A typical integrated systems installation for access control is between eight and 12 doors, according to Doug Schleif, group vice president, but the company has done some larger systems in the 100-door range. Alert Alarm’s focus is on doing the job well, just like all its other operations. “This convergence of technologies, IP and IT, is creating a lot of opportunities and we are attempting to keep up with it,” Schleif notes. The company encourages its vendors to train company employees, and recently brought in David Engebretson, an independent industry trainer and SDM’s contributing technology writer, to provide two-day training on IP installations to 36 Alert Alarm employees. Alert Alarm recognizes its market of mid-range commercial and residential customers and ties its integrated systems focus directly in with its major accounts base.

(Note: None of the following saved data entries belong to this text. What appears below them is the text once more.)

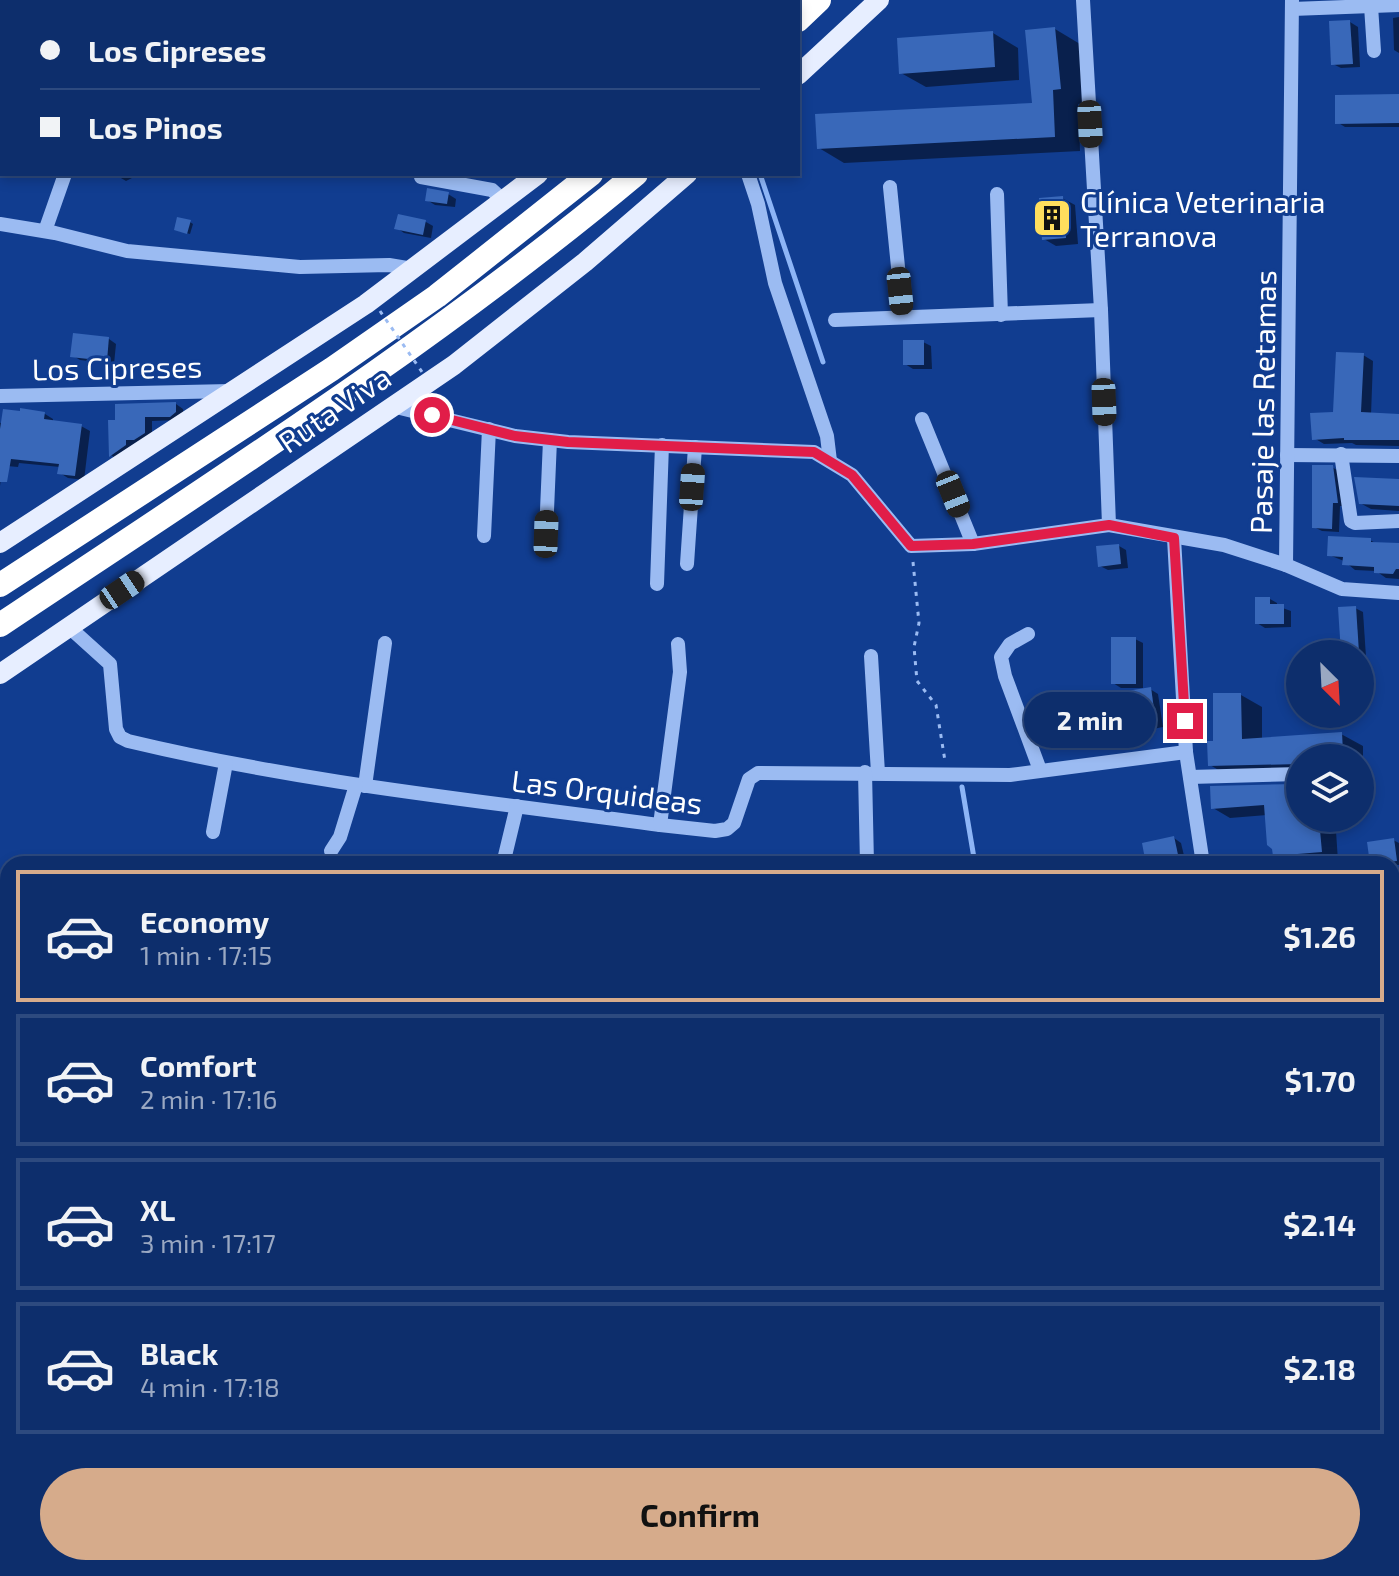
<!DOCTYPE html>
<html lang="en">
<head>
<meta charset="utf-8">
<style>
	body { margin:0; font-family:"Exo 2",sans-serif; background:#1b3a74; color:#f1f3f6; height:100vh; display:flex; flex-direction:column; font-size:30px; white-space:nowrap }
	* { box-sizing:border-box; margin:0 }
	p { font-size:26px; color:#9aa8c2 }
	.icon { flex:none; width:44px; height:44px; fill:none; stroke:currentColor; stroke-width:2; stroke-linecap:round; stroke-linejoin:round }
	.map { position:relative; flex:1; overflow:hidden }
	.details { position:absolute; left:0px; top:856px; width:1400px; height:720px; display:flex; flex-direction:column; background:#0d2e6c; border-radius:24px 24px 0 0; box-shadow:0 4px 12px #0003,0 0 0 2px #2d4a7f }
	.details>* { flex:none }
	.banner { position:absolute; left:0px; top:0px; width:800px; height:176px; box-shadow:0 4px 12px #0003,0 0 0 2px #2d4a7f; display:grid; align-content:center; height:176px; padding:0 40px; background:#0d2e6c }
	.needle { width:52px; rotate:156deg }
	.tools { position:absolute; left:1286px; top:640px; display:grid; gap:16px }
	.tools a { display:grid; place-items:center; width:88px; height:88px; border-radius:50%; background:#0d2e6c; box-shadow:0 4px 12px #0003,0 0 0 2px #2d4a7f; font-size:40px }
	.end { position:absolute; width:36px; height:36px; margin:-18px; border:10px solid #e11d48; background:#fff; box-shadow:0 0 0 4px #fff }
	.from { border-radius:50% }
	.bubble { position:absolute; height:56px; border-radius:28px; background:#0d2e6c; box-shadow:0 4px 12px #0003,0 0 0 2px #2d4a7f; font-size:26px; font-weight:700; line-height:56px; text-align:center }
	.car { position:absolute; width:24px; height:48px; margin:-24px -12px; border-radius:10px; box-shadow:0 0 6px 2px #0007; background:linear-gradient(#222 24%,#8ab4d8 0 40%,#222 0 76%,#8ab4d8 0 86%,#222 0) }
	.banner b { display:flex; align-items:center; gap:28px; height:76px; font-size:30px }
	.banner b+b { border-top:2px solid #2d4a7f }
	.banner i { width:20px; height:20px; background:#f1f3f6 }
	ul { padding:14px 0 0; list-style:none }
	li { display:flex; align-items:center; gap:24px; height:132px; margin:0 16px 12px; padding:0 24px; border:4px solid #2d4a7f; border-radius:0px }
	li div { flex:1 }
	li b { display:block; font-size:30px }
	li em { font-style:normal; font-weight:700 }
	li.active { border-color:#d6ab8b }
	li>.icon { width:72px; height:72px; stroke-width:1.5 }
	.cta { display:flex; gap:16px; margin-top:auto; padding:16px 40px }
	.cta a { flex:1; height:92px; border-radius:48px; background:#d6ab8b; color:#111; font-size:32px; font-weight:700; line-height:92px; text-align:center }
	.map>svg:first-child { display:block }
	.shadow { fill:#0007 }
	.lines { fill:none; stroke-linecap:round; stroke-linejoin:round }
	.stream { stroke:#8db5f6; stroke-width:5 }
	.building { fill:#3968b9 }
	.path { stroke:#9bbbf2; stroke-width:3; stroke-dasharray:4 6; stroke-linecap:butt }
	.minor { stroke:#9bbbf2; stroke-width:14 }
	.major { stroke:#e7eeff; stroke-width:20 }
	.highway { stroke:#fff; stroke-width:24 }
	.path-bridge { stroke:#9bbbf2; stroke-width:3; stroke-dasharray:4 6; stroke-linecap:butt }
	.route { stroke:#e11d48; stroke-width:10 }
	.labels { text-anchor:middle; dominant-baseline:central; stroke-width:6; stroke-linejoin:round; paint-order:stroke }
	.poi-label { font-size:30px; fill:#fff; stroke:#113d90; text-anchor:start }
	.street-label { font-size:30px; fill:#fff; stroke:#113d90 }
</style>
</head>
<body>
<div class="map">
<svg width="1399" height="1576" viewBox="0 0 1399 1576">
	<rect width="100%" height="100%" fill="#113d90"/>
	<g class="shadow">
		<path d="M447 0H460L469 2H447Z"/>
		<path d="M568 0H648L651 2H567Z"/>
		<path d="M1399 17V53L1394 50 1393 18Z"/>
		<path d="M1350 22 1358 27 1360 67 1341 68 1333 64Z"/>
		<path d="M1055 29 1080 44 1085 103 1078 104 1080 151 844 163 819 148 1034 105Z"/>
		<path d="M993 33 1018 48 1019 80 926 87 901 73Z"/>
		<path d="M1399 96V127H1345L1337 122Z"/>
		<path d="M114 174H140L126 181Z"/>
		<path d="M448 194 456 199 455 207 435 205 427 200Z"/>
		<path d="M1062 198 1075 205 1078 244 1056 246 1044 239Z"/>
		<path d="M190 222 193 224 190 234 179 231Z"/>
		<path d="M426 222 433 226 431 238 404 233 397 228Z"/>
		<path d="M109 339 116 344 114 364 80 360 72 355Z"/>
		<path d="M923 342 931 346 932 369H913L905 364Z"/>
		<path d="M1363 355 1373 361 1371 415 1399 416V446L1356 445 1352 443 1324 444 1314 438 1335 414Z"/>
		<path d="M176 404 183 409 184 417 178 420 152 421V437L142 444H133V450L118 460 111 455 110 422Z"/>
		<path d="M45 414 53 419V422L81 426 90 431 84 480 68 478 60 473V467L19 463 18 467 7 466 2 471 0 486V423Z"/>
		<path d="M1332 467 1340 472 1345 506H1340L1339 532 1322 531 1314 527Z"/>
		<path d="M1399 481V511L1371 509 1360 503Z"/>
		<path d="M1370 540 1379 545H1399V579L1386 578 1376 571 1355 570 1344 561 1329 555Z"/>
		<path d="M1119 546 1126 550 1128 568 1108 570 1100 566Z"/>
		<path d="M1270 599 1277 603V606L1291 611V627L1265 628 1257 623Z"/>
		<path d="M1355 608 1363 612 1366 657 1343 653Z"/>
		<path d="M1135 639 1143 643V688H1121L1113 683Z"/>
		<path d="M1150 689 1158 694 1163 727 1143 731 1135 726Z"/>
		<path d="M1241 695 1262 707V740L1341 734 1363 746V764H1360V758H1300V776L1232 778 1210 765 1215 743Z"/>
		<path d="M1297 786 1300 788V818H1315V821L1336 831 1338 861 1290 864 1275 855 1267 815 1230 818 1213 808Z"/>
		<path d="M1174 838 1181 843 1186 864H1148Z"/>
		<path d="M1393 840 1399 843V865L1372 864 1369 843Z"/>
		<path d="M1399 1116V1166L1392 1142V1118Z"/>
		<path d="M486 1568H508L514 1576H482L480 1573Z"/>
	</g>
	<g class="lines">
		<g class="stream">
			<path d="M665 0V2"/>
			<path d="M760 174 823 362"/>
			<path d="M962 787 974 858 978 864"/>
		</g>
	</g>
	<g class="building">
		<path d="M1350 20 1353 64 1331 65 1329 21Z"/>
		<path d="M1055 27 1061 89 1053 90 1055 137 817 149 815 114 1032 103 1025 30Z"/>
		<path d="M993 31 995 67 899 74 897 38Z"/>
		<path d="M1399 94V123L1335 124V95Z"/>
		<path d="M427 188 449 192 447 204 425 201Z"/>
		<path d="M1063 196 1066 238 1042 240 1039 198Z"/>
		<path d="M398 214 426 220 423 235 394 229Z"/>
		<path d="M177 217 191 220 187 234 174 230Z"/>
		<path d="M73 333 109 337 107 361 70 357Z"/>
		<rect x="903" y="340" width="21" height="25"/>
		<path d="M1336 352 1364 353 1361 412 1399 414V440H1344V438L1312 440 1310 413 1333 412Z"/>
		<path d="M176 402V412L170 417H145V433L134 440H126V445L109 457 108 420H115V404Z"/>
		<path d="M20 408 45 412 44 419 82 424 75 476 57 474 59 464 11 459 7 482H0V429L3 409 20 411Z"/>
		<path d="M1312 465H1333L1338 503H1333L1332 529 1312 528Z"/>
		<path d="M1354 477 1399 479V506L1359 504Z"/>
		<path d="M1328 536 1371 538V542L1399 543V569H1396L1393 574 1374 573V567L1342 565 1343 557 1327 556Z"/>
		<path d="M1119 544 1121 564 1098 567 1096 546Z"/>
		<path d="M1255 597H1270V604H1284V624H1255Z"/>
		<path d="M1356 606 1359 653 1341 654 1338 607Z"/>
		<rect x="1111" y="637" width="25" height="47"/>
		<path d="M1151 687 1156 724 1133 728 1127 691Z"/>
		<path d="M1213 693H1241L1242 739 1342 732 1343 753H1336L1337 758H1300V764L1208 766 1207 741H1213Z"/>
		<path d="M1297 784 1298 820 1319 819 1322 852 1273 856 1272 849 1267 845 1264 805 1211 809 1210 786Z"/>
		<path d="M1174 836 1180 864H1146L1142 843Z"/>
		<path d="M1394 838 1397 861 1370 864 1367 842Z"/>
	</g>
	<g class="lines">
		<path class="path" d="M913 562 919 623 914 647 917 681 936 705 945 761"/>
		<g class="minor">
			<path d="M1083 0 1101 310 1109 525"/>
			<path d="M203 2 204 0"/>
			<path d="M1371 6 1374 51"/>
			<path d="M1292 9 1399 5"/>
			<path d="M748 174 758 204 775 283 827 436 830 461"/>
			<path d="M421 177 492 190 504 201"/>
			<path d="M890 187 903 317"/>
			<path d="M997 194 1001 315"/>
			<path d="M0 224 55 233 127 251 300 267 389 265 413 269"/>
			<path d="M45 231 65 174"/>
			<path d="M835 320 1101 310"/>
			<path d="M0 396 230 391"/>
			<path d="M396 407 515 436 568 442 814 452 852 475 911 546 973 544 1109 525 1224 545 1286 565 1342 589 1399 593"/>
			<path d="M922 419 973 544"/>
			<path d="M1341 454 1351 521 1355 523 1399 521"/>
			<path d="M1287 455 1399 456"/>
			<path d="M546 534 550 440"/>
			<path d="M484 536 489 429"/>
			<path d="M1174 538 1186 752 1203 864"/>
			<path d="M687 564 695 447"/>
			<path d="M1286 565 1292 0"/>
			<path d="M657 584 662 445"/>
			<path d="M69 627 110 664 116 729 120 737 128 741C303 783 482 801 660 825L715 831 727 829 734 823 749 779 758 773 1010 775 1186 752"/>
			<path d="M1028 634 1010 644 1001 657 1005 676 1040 770"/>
			<path d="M871 656 878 773"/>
			<path d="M865 772 867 864"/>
			<path d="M1190 777 1300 774"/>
			<path d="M365 786 385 643"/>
			<path d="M660 825 680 672 678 644"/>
			<path d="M213 832 226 763"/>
			<path d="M331 851 340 837 356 785"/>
			<path d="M503 864 517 806"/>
			<path d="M0 1073 8 1075"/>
			<path d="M1392 1073 1399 1071"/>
			<path d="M1392 1304 1399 1303"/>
			<path d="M0 1427 8 1428"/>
			<path d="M434 1568 444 1576"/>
			<path d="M642 1568 682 1576"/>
			<path d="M1265 1573 1277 1576"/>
			<path d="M51 1576 52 1568"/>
			<path d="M307 1576 308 1568"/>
			<path d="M823 1576 824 1568"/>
		</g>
		<g class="major">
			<path d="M736 2 738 0"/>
			<path d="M798 75 879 0"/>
			<path d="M0 543 366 304 538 174"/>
			<path d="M0 674 454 365 585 262 687 174"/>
			<path d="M1392 1387H1399"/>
			<path d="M1392 1412H1399"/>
			<path d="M569 1576 578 1568"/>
			<path d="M609 1576 618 1568"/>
		</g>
		<g class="highway">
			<path d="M766 2 769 0"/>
			<path d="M798 20 819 0"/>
			<path d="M0 585 332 369 437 296 591 174"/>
			<path d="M0 625C217 480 435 342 636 174"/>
		</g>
		<path class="path-bridge" d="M380 311 422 372"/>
	</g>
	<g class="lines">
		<path class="route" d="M432 415 515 436 568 442 814 452 852 475 911 546 973 544 1109 525 1174 538 1185 721"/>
	</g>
	<defs>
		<g id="building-square" transform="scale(2)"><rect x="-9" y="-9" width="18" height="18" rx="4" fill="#ffde5d" stroke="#113d90"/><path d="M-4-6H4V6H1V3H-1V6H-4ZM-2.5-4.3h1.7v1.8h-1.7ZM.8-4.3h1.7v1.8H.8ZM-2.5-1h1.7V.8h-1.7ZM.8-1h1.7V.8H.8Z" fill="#111"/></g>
	</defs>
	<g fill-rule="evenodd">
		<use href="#building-square" x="1052" y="218"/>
	</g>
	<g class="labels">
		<g class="poi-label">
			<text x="1080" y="201">Clínica Veterinaria<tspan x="1080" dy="34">Terranova</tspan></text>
		</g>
		<g class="street-label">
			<text transform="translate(117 367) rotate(-1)">Los Cipreses</text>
			<text transform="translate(1262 402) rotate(-89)">Pasaje las Retamas</text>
			<text transform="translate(334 409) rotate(-34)">Ruta Viva</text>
			<text transform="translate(607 791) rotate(7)">Las Orquideas</text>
		</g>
	</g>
</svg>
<div class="tools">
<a><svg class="needle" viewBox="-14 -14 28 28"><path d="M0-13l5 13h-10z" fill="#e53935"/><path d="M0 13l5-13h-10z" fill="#9aa8c2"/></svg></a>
<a><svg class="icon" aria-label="layers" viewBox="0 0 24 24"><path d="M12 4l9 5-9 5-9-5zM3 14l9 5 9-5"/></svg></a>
</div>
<i class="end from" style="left:432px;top:415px"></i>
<i class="end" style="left:1185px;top:721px"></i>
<div class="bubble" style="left:1024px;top:692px;width:132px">2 min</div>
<i class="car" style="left:1090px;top:124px;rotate:177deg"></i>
<i class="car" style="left:900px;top:291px;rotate:174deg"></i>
<i class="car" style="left:1104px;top:402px;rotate:178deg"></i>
<i class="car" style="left:692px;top:487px;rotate:4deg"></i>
<i class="car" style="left:953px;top:494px;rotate:158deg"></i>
<i class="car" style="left:546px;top:534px;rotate:2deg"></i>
<i class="car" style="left:122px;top:590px;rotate:56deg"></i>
<div class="banner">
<b><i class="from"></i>Los Cipreses</b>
<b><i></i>Los Pinos</b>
</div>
<section class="details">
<ul>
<li class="active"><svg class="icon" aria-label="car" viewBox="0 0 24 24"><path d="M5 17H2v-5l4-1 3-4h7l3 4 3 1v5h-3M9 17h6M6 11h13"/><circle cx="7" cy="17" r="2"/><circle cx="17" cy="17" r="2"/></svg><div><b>Economy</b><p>1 min · 17:15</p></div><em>$1.26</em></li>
<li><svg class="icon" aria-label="car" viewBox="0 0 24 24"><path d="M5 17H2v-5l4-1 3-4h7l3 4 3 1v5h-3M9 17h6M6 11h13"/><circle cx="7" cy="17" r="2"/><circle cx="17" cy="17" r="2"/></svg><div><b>Comfort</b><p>2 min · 17:16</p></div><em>$1.70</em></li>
<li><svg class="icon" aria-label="car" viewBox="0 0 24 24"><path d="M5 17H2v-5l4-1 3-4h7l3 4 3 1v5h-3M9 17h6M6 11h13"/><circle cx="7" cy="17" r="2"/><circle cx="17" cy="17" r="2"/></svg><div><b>XL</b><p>3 min · 17:17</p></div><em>$2.14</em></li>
<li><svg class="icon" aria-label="car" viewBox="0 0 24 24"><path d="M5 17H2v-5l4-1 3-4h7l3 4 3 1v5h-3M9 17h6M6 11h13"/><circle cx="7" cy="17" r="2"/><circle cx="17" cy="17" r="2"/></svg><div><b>Black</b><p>4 min · 17:18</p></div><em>$2.18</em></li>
</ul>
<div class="cta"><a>Confirm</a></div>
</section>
</div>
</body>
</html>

In the company’s traditional markets, Don Smith, group vice president, adds that Alert Alarm has seen a large interest in CCTV for its residential customers, and the company plans to pursue that opportunity. Schleif agrees that Alert Alarm envisions a niche for IP video in the residential market. “That is going to become very interesting for us to tap into, especially when it comes to people with children, latchkey kids, or absentee owners. They can look at their homes from anywhere in the world with IP video. We are getting better at it and really marketing it better than ever before with our eye on recurring revenue,” Schleif adds.
One installation the firm recently completed was for the Honolulu Academy of Arts, which included an upgrade and expansion of the academy’s fire alarm systems earlier this year. “They had a lot of separate fire systems in the complex and they were required by code to bring the entire fire system under one panel,” Schleif explains.
Alert Alarm replaced four separate fire alarm systems with a single panel, covering more than 315 devices. The alarm company also installed the academy’s video system, which includes roughly 80 cameras. The overall project lasted about five years and included security, CCTV and fire systems.